Daniel How did you find this? It sounds really interesting.


Terry I stumbled across an ebook version and tried it out. I really enjoyed it...Cowper is quite a good writer.


message 3: by Stuart (new)

Stuart This one looks quite interesting - I think I had the original Pocket paperback and completely forgot about it.


Terry I quite enjoyed it Stuart, though I'm still searching for the sequels.


message 5: by Miriam (new)

Miriam Interesting subgenre you're collecting.


Terry It is at that Miriam. Please let me know if you come across any in your travels.


message 7: by Miriam (last edited Dec 25, 2016 03:31PM) (new)

Miriam I feel like I've read at least one or two things that ought to fit, but they aren't coming to mind right now other than News from Nowhere, which isn't quite the same thing...

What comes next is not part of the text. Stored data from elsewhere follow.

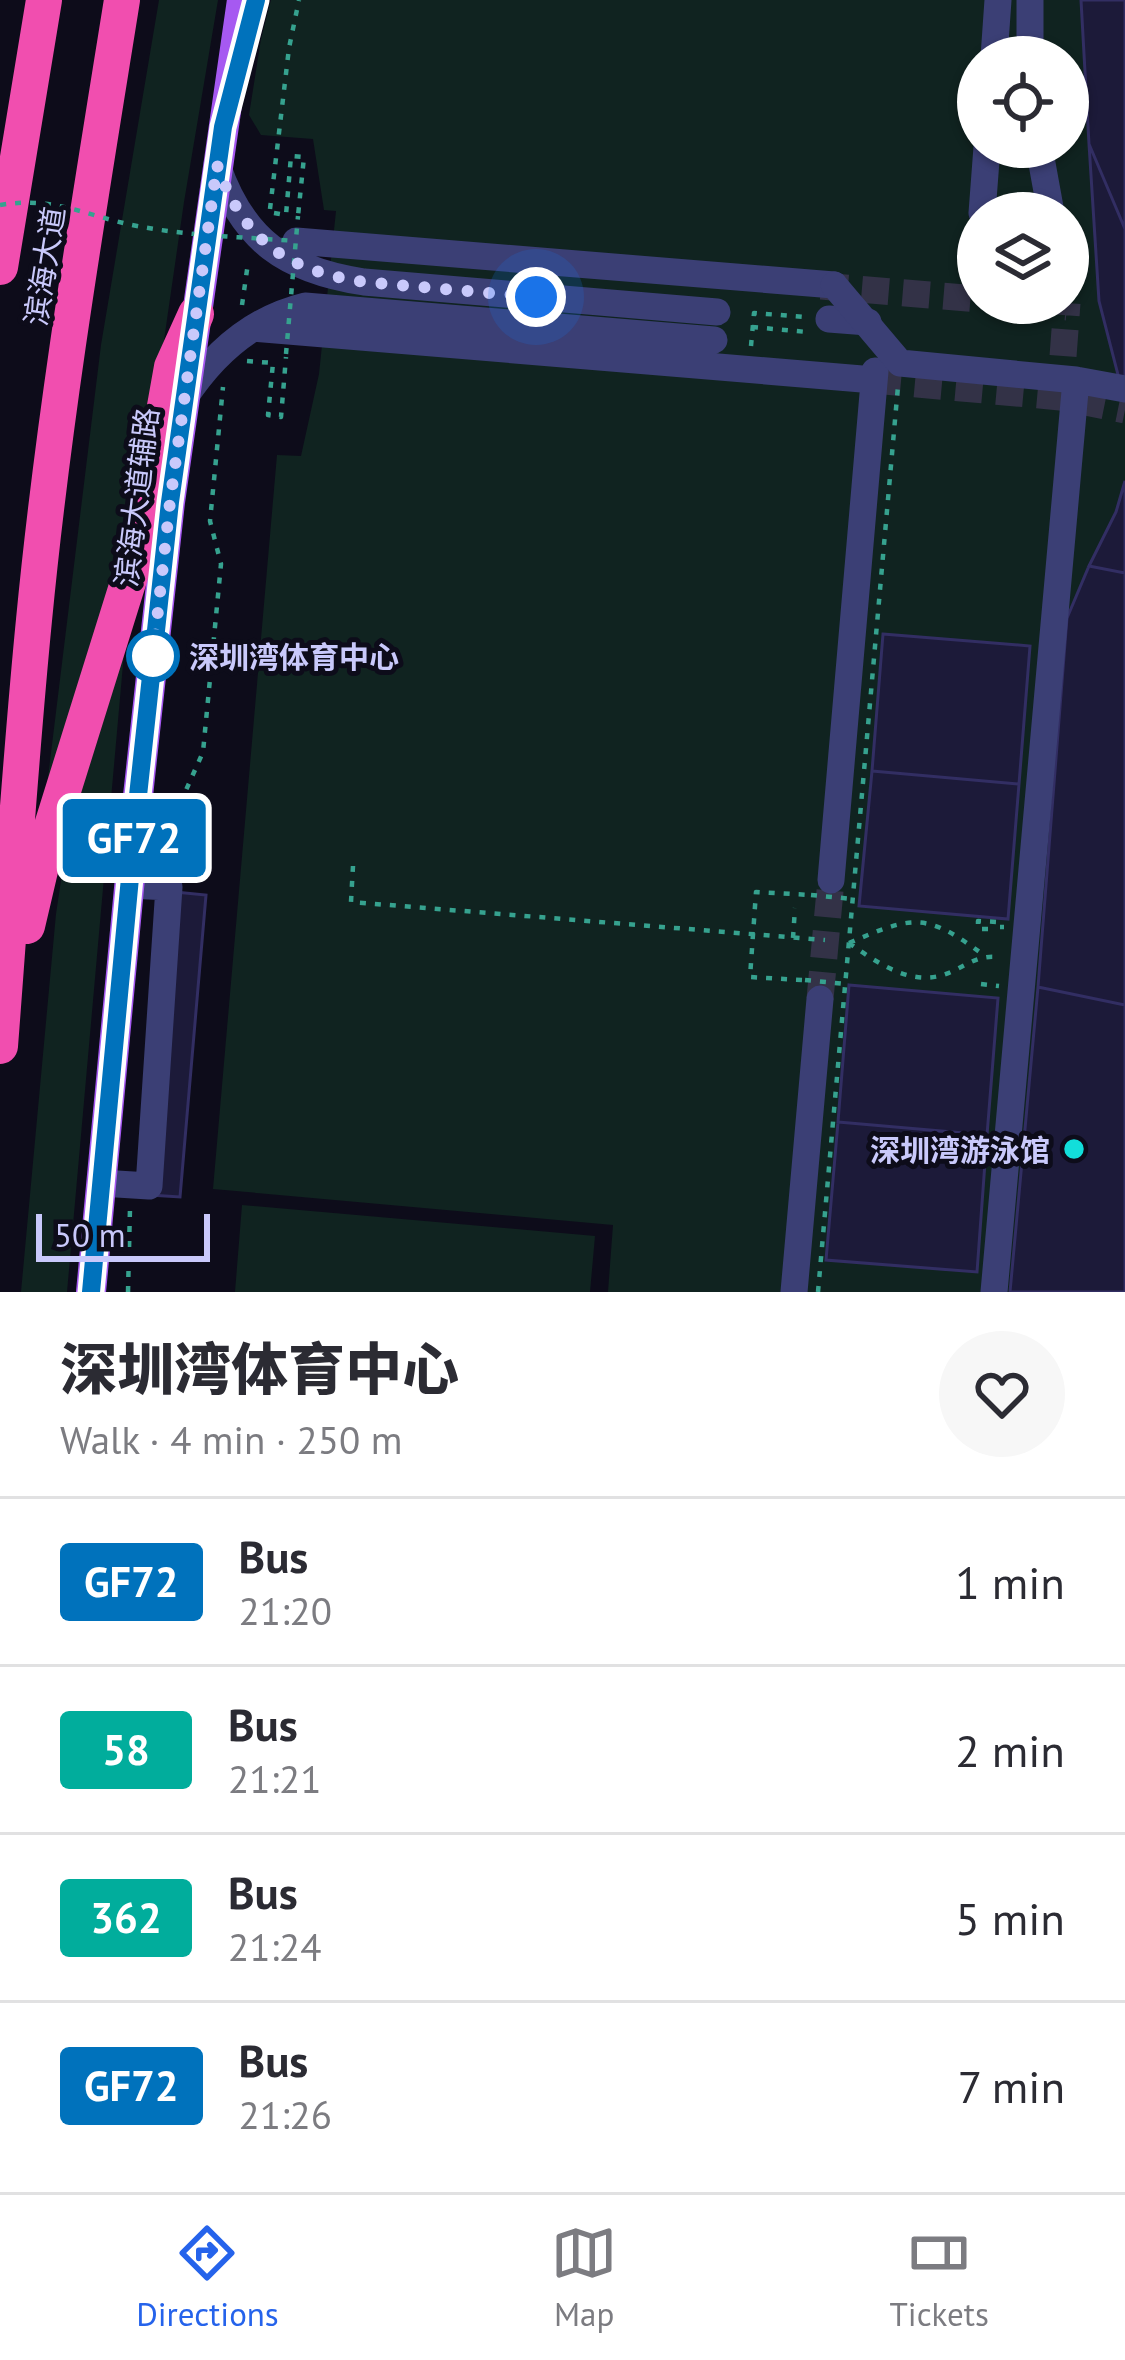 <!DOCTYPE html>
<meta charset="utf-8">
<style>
body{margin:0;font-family:"PT Sans","Noto Sans SC",sans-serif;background:#f7f7f7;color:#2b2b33;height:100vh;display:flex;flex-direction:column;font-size:45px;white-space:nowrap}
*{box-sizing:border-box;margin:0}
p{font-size:39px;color:#7c7c81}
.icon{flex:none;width:66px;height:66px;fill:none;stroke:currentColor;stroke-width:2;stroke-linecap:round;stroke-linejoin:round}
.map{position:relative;height:1292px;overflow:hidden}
.details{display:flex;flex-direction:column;background:#fff;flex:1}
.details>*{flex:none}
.badge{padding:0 24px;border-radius:9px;font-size:42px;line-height:78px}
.tools{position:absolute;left:957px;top:36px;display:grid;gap:24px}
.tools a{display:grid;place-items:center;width:132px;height:132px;border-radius:50%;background:#fff;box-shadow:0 3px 9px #0004;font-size:60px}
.scale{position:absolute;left:36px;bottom:30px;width:174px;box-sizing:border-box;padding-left:12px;border:6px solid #c9c9fb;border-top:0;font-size:33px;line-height:42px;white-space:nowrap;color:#c9c9fb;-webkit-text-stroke:9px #0d0c1a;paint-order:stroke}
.you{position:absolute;width:60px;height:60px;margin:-30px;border:9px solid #fff;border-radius:50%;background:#1a73e8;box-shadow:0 0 0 18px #1a73e833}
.map>.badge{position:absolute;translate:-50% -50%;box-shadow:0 0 0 6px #fff}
.round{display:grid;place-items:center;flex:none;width:126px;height:126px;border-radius:63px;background:#f7f7f7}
.head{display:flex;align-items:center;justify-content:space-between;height:204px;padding:0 60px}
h1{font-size:57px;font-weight:800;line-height:90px}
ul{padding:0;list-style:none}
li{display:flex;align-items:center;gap:36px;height:168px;padding:0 60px;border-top:3px solid #e1e1e2}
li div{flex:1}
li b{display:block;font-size:45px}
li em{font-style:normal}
li .badge{min-width:132px;font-weight:700;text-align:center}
.menu{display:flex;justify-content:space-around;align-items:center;height:168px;border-top:3px solid #e1e1e2;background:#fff;font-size:33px;color:#7c7c81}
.menu a{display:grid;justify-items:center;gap:6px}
.menu .selected{color:#2563eb}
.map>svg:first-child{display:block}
.green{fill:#102320;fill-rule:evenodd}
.building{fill:#1c1a39;stroke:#322e63;stroke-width:3}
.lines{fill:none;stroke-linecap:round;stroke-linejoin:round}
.minor-tunnel{stroke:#333247;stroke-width:27;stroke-dasharray:27 14;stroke-linecap:butt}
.path{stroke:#36a28f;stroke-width:4.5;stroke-dasharray:6 9;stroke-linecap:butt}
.minor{stroke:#3b3f75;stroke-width:27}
.major{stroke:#a659f1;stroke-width:30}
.highway{stroke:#f14eaf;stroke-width:36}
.path-bridge{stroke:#36a28f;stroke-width:4.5;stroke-dasharray:6 9;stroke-linecap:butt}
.minor-bridge{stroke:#3b3f75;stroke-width:27}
.line-casing{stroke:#fff;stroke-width:27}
.line{stroke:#0072bc;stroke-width:18}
.walk{stroke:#c9c9fb;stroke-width:12;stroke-dasharray:0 21.6}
.stop-dot{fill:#fff;stroke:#0072bc;stroke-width:6}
.poi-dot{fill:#12deda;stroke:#0d0c1a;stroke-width:4.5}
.labels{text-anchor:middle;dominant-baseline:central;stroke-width:10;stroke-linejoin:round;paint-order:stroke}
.street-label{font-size:30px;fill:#c9c9fb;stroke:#0d0c1a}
.stop-label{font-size:30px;font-weight:bold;fill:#c9c9fb;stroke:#0d0c1a;text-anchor:start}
.poi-label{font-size:30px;font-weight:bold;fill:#c9c9fb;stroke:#0d0c1a;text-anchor:end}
</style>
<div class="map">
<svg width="1125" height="1292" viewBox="0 0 1125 1292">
<rect width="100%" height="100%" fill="#0d0c1a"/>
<!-- green -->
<path class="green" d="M159,0h59l-34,202 -42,290 -98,318 57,-465z
M271,0h854v1292h-517l5,-67 -400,-36 64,-734 24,1 18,-82 17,-163 -12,-1 -11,-71 -52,-4 -12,-20 12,-76zM978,57h90v90h-90zM978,213h90v90h-90z
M125,642l-58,650h-46l35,-378 10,-67 11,-53z
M242,1205l353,31 -5,56h-355z"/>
<!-- building -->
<path class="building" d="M1081,0h44v229l-36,-85z
M1089,144l36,85v173l-26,-101z
M1125,481v92l-36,-7 27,-54z
M1089,566l36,7v432l-87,-18 29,-369z
M883,634l147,12 -11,138 -147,-13z
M872,771l147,13 -11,135 -149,-13z
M175,892l31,3 -26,302 -30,-2z
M849,985l149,13 -11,137 -149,-13z
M1038,987l87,18v287h-115z
M838,1122l149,13 -10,137 -151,-12z"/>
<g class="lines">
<!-- minor-tunnel -->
<path class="minor-tunnel" d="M821,286l157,13
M1025,303l42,4
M874,380l186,17 65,13
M1060,397l7,-94
M820,999l11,-119"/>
<!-- path -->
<path class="path" d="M270,209l19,-161 10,-48
M274,213l12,2 5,-59 13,1 -6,59
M242,305l6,-42
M752,327l55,5
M751,346l3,-33 52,4
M247,361l26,2 -5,52 13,2 5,-60
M162,844l41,-92 18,-188 -11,-43 13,-134
M353,866l-2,36 474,38
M988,929h-10v-8l20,1v5h6
M793,938l2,-30
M849,943c30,21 66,47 104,28 15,-7 27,-16 44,-14
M849,943c65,-28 77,-31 136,13
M802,980l-52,-3 6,-85 55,3
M981,984l18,2
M128,1292l2,-84"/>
<!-- minor -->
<path class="minor" d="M994,57l4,-57
M1030,57v-57
M1039,147l12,66
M217,165c26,76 69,105 147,117l353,30
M982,213l5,-66
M296,241l538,44
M975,276l3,-17
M829,319l39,3
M253,328l621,52
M185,397c29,-44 67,-78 120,-91l409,34
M831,880l44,-509
M101,1183l48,3 20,-299 -40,-2
M794,1292l26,-293"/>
<!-- major -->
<path class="major" d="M91,1292l45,-478 34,-312 72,-502"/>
<!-- highway -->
<path class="highway" d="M0,267l44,-267
M27,926l19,-81 95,-304 31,-174 24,-53
M0,1046c11,-142 20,-284 34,-426 20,-208 55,-414 88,-620"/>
<!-- path-bridge -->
<path class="path-bridge" d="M0,205c55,-9 86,11 137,21 52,10 106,11 159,15
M286,354l12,-138
M811,895l42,4
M805,980l40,4
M818,1292l80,-906"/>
<!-- minor-bridge -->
<path class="minor-bridge" d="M834,285l66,78 176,17 49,9
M994,1292l82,-912"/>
</g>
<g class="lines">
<defs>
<path id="line" d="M91,1292l45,-478 34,-312 53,-375 33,-127"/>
</defs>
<!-- line casing -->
<use href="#line" class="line-casing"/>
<!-- line -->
<use href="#line" class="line"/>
<!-- walk -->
<path class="walk" d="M153,656l17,-154 47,-337c27,76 69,105 147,117l172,15"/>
</g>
<!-- markers -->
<circle class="stop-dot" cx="153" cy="656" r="24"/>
<circle class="poi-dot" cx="1074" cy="1149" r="12"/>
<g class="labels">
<!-- street labels -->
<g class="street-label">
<text transform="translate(44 266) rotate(-81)">滨海大道</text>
<text transform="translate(136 497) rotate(-83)">滨海大道辅路</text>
</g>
<!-- stop labels -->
<g class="stop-label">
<text x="189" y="656">深圳湾体育中心</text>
</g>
<!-- poi labels -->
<g class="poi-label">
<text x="1050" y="1149">深圳湾游泳馆</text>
</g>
</g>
</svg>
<div class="tools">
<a><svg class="icon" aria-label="locate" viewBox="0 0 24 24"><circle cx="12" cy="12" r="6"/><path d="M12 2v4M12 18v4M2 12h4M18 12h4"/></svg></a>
<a><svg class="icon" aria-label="layers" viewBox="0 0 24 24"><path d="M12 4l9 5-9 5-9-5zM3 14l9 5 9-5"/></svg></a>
</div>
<div class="scale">50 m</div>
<div class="you" style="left:536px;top:297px"></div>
<b class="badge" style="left:134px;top:838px;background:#0072bc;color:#fff">GF72</b>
</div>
<section class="details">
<div class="head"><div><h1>深圳湾体育中心</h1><p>Walk · 4 min · 250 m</p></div><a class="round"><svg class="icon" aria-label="heart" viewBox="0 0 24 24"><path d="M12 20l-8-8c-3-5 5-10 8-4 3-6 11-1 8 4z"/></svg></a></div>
<ul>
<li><span class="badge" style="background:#0072bc;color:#fff">GF72</span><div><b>Bus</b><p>21:20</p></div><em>1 min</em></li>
<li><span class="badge" style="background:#01ad9c;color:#fff">58</span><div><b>Bus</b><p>21:21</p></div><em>2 min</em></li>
<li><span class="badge" style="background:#01ad9c;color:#fff">362</span><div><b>Bus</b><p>21:24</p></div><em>5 min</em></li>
<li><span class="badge" style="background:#0072bc;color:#fff">GF72</span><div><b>Bus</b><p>21:26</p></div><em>7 min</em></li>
</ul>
</section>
<nav class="menu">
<a class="selected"><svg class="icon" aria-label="directions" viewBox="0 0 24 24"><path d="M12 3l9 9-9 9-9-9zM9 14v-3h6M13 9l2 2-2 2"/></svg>Directions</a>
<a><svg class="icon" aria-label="map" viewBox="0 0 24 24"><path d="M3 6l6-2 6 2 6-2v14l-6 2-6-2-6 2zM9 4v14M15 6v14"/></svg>Map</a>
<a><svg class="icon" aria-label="tickets" viewBox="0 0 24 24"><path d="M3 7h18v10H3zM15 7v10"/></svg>Tickets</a>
</nav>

Have you read A Crystal Age?


Terry Interesting that you mention News from Nowhere, I've read that Morris was inspired in part by Jefferies' pseudo-medieval future world. I'll definitely check out A Crystal Age, thanks.


message 9: by Miriam (new)

Miriam Morris already (from his teens at least) had a strong interest in the Middle Ages, but yes, he did like After London. He wrote to a friend about it, saying. "absurd hopes curled round my heart as I read it. I rather wish I were thirty years younger: I want to see the game played out."